These days, I find myself obsessing over slugs at 7am on a Tuesday — muttering, “Is this too long? Should I take out ‘a’? Wait… is that a rogue ‘-s-’? Please tell me I didn’t just earn another metaphorical wrist-slap.”
I used to think a slug was something you found in the garden and threw over the fence. (In case you’re wondering: in SEO, a “slug” is just the last bit of a web page link — and yes, Google has opinions about it.) Turns out, they have a homing instinct. Much like the SEO kind — no matter how far you try to fling them from your brain, they come crawling back at 2am whispering, 'Is your URL clean though?'
This is what SEO does to your brain. Or at least, it’s what it’s done to mine.

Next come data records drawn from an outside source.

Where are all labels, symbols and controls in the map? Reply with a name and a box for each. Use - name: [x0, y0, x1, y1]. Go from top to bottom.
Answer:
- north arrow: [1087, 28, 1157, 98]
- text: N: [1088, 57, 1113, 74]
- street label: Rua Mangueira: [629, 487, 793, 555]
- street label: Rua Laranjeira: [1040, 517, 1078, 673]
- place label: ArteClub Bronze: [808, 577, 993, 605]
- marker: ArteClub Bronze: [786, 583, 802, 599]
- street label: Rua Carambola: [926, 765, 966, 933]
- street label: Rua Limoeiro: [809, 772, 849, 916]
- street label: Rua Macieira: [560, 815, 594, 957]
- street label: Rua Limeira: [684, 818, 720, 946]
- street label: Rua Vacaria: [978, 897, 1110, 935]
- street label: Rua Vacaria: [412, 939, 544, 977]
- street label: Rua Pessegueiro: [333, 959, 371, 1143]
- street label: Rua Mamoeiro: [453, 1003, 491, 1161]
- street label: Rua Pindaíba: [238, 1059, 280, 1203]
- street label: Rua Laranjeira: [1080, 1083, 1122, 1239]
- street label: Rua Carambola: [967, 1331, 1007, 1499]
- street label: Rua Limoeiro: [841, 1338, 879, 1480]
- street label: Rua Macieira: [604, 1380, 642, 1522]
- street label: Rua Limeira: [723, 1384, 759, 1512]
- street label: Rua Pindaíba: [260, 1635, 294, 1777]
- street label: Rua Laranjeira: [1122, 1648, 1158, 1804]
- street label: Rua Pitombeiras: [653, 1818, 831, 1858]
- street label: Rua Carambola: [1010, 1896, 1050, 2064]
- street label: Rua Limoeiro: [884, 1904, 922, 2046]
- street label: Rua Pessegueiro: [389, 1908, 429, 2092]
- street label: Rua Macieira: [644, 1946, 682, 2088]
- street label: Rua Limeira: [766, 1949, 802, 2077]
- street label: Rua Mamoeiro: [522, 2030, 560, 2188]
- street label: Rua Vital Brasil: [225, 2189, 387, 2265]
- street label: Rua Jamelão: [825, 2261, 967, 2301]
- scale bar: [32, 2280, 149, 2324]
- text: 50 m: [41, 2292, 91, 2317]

I Wasn’t Ready for This Life
When I started blogging for Watership Down Crafts, I thought I’d be writing about handmade things in a nice, relaxed way. Maybe share a few stories, link to a bag or two, and call it a day.
Instead, I now:
- See slugs in my dreams and judge them harshly
- Spend twenty minutes debating a blog title no one will ever read
- Feel a ridiculous sense of achievement when a tote bag link fits like it belongs
- Live in mild fear of upsetting Google.
Google Is Basically Like Trying to Please a Narcissist With a God Complex
It wants everything just right. Short sentences. Natural keyword flow — but not too many. How many is too many? Google knows, of course, but prefers to keep it a secret. Internal links? Three per post, maybe four? That depends on whether it’s Thursday, if the wind’s blowing from the east, or if there’s a slight chance of rain. Meta descriptions must be perfectly balanced — not too vague, not too obvious, and ideally delivered in 155 characters of quiet desperation. Alt text needs to be helpful, but not too helpful. And external links must be reputable, relevant, and — heaven forbid — never, ever competitive.
And if you get it wrong? Google doesn’t warn you — it just quietly removes you from existence.
It’s basically the teacher’s pet with a dark side — the one who changes the rules, sets you up to fail, then stands there smirking while you get detention for breathing too loud.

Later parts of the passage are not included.